Goal of the exercise >> Copy out each line featuring the string "rows" from the entries beneath.

Entries taken from a collection:
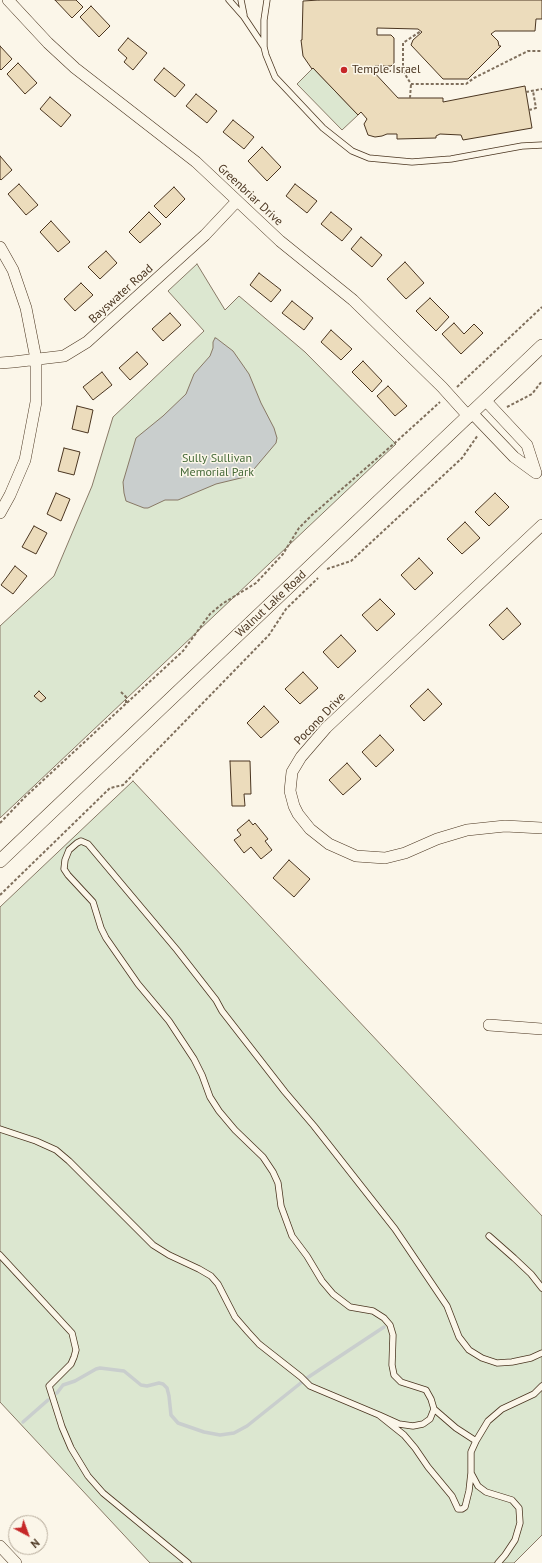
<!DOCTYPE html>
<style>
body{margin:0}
#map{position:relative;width:542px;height:1563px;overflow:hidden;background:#fbf6e9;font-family:"PT Sans",sans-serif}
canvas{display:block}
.north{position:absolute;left:8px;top:1515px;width:40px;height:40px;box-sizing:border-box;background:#fbf6e9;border:1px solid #b4a999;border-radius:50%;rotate:139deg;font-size:11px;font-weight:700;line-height:16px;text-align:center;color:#4a3520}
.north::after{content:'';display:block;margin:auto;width:14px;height:18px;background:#c62828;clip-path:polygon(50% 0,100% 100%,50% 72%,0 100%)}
</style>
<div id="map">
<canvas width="542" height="1563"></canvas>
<div class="north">N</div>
</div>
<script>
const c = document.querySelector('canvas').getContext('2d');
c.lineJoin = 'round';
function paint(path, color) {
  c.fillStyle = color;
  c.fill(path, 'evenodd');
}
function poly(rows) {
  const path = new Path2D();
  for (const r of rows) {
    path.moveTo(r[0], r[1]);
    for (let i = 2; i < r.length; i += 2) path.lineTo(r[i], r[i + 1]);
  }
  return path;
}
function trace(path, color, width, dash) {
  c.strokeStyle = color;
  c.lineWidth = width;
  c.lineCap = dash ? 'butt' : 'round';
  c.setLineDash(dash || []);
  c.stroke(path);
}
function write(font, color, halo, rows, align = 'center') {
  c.font = font + ' "PT Sans",sans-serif';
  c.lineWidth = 3;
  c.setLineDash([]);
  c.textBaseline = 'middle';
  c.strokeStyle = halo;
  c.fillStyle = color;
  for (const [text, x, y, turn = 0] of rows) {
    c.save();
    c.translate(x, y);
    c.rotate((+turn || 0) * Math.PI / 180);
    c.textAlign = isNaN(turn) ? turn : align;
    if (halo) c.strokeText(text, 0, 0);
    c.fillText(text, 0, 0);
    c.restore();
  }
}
const green = poly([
 [313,68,358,115,342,130,297,84,313,68],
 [197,264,225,310,239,296,305,352,396,444,0,818,0,626,54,576,92,486,113,417,204,331,168,291,197,264],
 [133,781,542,1216,542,1535,514,1563,150,1563,0,1402,0,907,133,781]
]);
paint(green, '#dce7d0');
trace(green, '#887966', 1);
const water = poly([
 [215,338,216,338,233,351,249,374,261,403,274,428,277,438,276,443,249,475,245,477,216,484,178,500,165,500,148,508,144,508,126,501,124,493,123,482,136,438,163,416,186,394,194,374,210,356,213,348,213,342,215,338]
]);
paint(water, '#c9cecd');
trace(water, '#887966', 1);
trace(poly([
 [57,1393,63,1385,75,1381,96,1369,100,1368,124,1371,141,1385,147,1386,159,1383,163,1384,167,1388,169,1396,171,1415,178,1423,204,1432,220,1435,234,1433,247,1426,307,1378,384,1327],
 [23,1422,48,1400]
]), '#c9cecd', 3.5);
const building = poly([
 [55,0,76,0,83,7,72,18,55,0],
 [319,0,542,0,542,19,536,19,535,31,495,31,491,34,498,41,499,46,501,46,468,79,443,79,411,45,413,40,422,32,418,29,377,28,377,35,391,35,394,38,394,63,391,66,375,66,371,69,398,98,443,98,443,102,525,86,532,128,463,140,461,135,440,134,436,136,436,138,397,139,397,134,387,134,382,136,375,137,368,135,364,124,367,119,361,112,358,115,313,68,312,69,303,56,301,40,302,40,303,1,319,0],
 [91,6,110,26,99,37,80,17,91,6],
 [128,38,147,53,133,70,124,62,127,58,118,50,128,38],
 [0,46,12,59,1,70,0,69,0,46],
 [18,63,37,83,25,94,7,74,18,63],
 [164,68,185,85,175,97,154,80,164,68],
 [196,94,217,111,207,123,186,106,196,94],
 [50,97,71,115,61,127,40,109,50,97],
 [233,120,254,137,244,149,223,132,233,120],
 [262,147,281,167,267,181,248,161,262,147],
 [0,156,12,170,1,180,0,179,0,156],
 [19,184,38,205,26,215,8,194,19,184],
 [295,184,317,201,307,213,286,196,295,184],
 [174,187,185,199,166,218,154,206,174,187],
 [149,212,161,224,140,243,129,232,149,212],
 [331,212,352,229,342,241,321,224,331,212],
 [51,221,70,242,58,252,40,232,51,221],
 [361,237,382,255,372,267,351,249,361,237],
 [106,251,117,263,100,279,88,267,106,251],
 [405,262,424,283,406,299,387,279,405,262],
 [259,273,281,290,271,302,250,285,259,273],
 [81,283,93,295,75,311,64,299,81,283],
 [430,298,449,317,436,331,416,311,430,298],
 [292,301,313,318,304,330,282,313,292,301],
 [170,313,181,325,163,341,152,329,170,313],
 [454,323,464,334,474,324,483,333,461,354,442,334,454,323],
 [331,330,352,349,341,360,321,342,331,330],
 [137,352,148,364,130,380,119,368,137,352],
 [363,361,382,381,372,392,352,372,363,361],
 [102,372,112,385,93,400,83,387,102,372],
 [388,386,407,406,395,416,377,396,388,386],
 [77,406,93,410,88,433,72,429,77,406],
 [64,448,80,452,74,475,58,471,64,448],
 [56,493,70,499,61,521,47,514,56,493],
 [495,493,509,507,489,526,475,512,495,493],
 [465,522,480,538,462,554,447,539,465,522],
 [34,526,47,533,36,554,22,547,34,526],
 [419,558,433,573,415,590,401,575,419,558],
 [15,566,27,576,13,594,1,585,15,566],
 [380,599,395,614,377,631,362,615,380,599],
 [507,608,521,624,503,640,489,625,507,608],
 [341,635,356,651,338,668,323,652,341,635],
 [303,672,318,688,300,704,285,689,303,672],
 [428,689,442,704,424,721,410,706,428,689],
 [39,691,46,698,41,702,34,696,39,691],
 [264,706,279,722,261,738,247,723,264,706],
 [380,735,394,750,376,767,362,752,380,735],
 [230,761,250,761,251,794,244,794,245,806,232,806,230,761],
 [347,763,361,779,343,795,329,780,347,763],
 [249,820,253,825,255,823,268,839,265,841,272,850,261,859,251,847,244,853,234,840,241,835,237,830,249,820],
 [289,860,310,879,294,897,273,878,289,860]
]);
paint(building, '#ecdcbc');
trace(building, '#4a3520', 1);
const service = poly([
 [229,0,244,17,264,47],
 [241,0,244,15],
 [267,0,264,20,264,47,266,55,275,77,323,128,352,151,369,158,412,162,451,159,522,146,542,145],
 [0,1129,36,1141,56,1150,69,1161,153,1245,169,1255,199,1269,211,1276,218,1284,235,1317,248,1332,259,1344,301,1377,310,1386,379,1415,404,1435,415,1448,428,1467,452,1496,458,1509,462,1509,465,1507,469,1491,471,1473],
 [489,1236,514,1258,531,1274,542,1288],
 [0,1255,72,1333,76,1350,74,1357,71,1364,49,1386,62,1427,71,1448,88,1476,103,1493,188,1563],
 [434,1409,456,1428,476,1441],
 [379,1415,399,1424,413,1426,423,1424,430,1419,434,1409,431,1399,426,1390,401,1382,394,1375,392,1365,393,1335,390,1325,384,1318,373,1311,350,1307,333,1294,322,1281,307,1256,292,1236,281,1206,278,1183,273,1172,263,1157,235,1130,219,1111,210,1097,202,1075,194,1059,169,1021,138,984,106,938,101,928,93,902,68,875,64,869,65,860,69,850,77,843,81,841,88,844,177,950,216,1000,222,1011,285,1092,314,1126,395,1229,447,1306,459,1337,469,1350,482,1358,497,1363,512,1362,531,1358,542,1353],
 [498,1563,505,1555,515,1540,520,1523,519,1508,512,1500,486,1492,478,1486,471,1473,471,1452,476,1441,488,1421,502,1409,534,1394,542,1386]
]);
const minor = poly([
 [8,0,48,43,75,68,196,162,280,241,353,300,442,387,469,417],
 [0,247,13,270,26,308,36,359,36,402,25,460,10,495,0,513],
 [0,363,13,362,64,356,87,342,205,235,237,201],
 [472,413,514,457,536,473,527,445,485,400],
 [542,525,326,728,301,757,292,772,290,791,294,806,298,814,310,829,329,844,356,856,385,858,405,853,437,839,467,830,505,826,542,828],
 [489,1025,542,1029],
 [0,1546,16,1563]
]);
const tertiary = poly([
 [0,861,542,346]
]);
trace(service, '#4a3520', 7);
trace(minor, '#4a3520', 12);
trace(tertiary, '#4a3520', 14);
trace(poly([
 [373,71,403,71,403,43,421,31],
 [403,71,411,84,466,84,474,78,528,51,542,51],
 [526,92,542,89],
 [410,98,411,84],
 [529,110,536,108,533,91],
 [457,387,542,307],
 [507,407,532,394,542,381],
 [327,569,351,561,462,458,478,435],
 [121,692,126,697,126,703],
 [0,823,25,797,183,651,210,614,222,604,256,583,271,567,283,554,299,528,312,515,397,441,440,402],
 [0,895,110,788,123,785,269,635,286,609,318,578]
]), '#7f6f5c', 2, [3, 2]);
trace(service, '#fbf6e9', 5.5);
trace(minor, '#fbf6e9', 11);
trace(tertiary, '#fbf6e9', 13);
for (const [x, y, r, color] of [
 [344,70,4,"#c62828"]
]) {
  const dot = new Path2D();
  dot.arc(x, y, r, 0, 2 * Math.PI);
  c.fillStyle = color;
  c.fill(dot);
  trace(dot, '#fbf6e9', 1.5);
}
write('12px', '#4a3520', '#fbf6e9', [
 ["Temple Israel",352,70]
], 'left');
write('12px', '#4a3520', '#fbf6e9', [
 ["Greenbriar Drive",250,195,43],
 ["Bayswater Road",121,294,-42],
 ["Walnut Lake Road",271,604,-43],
 ["Pocono Drive",320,719,-46]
]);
write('12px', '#436837', '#fbf6e9', [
 ["Sully Sullivan",217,459],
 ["Memorial Park",217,473]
]);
</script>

Answer to this exercise >>
function poly(rows) {
  for (const r of rows) {
function write(font, color, halo, rows, align = 'center') {
  for (const [text, x, y, turn = 0] of rows) {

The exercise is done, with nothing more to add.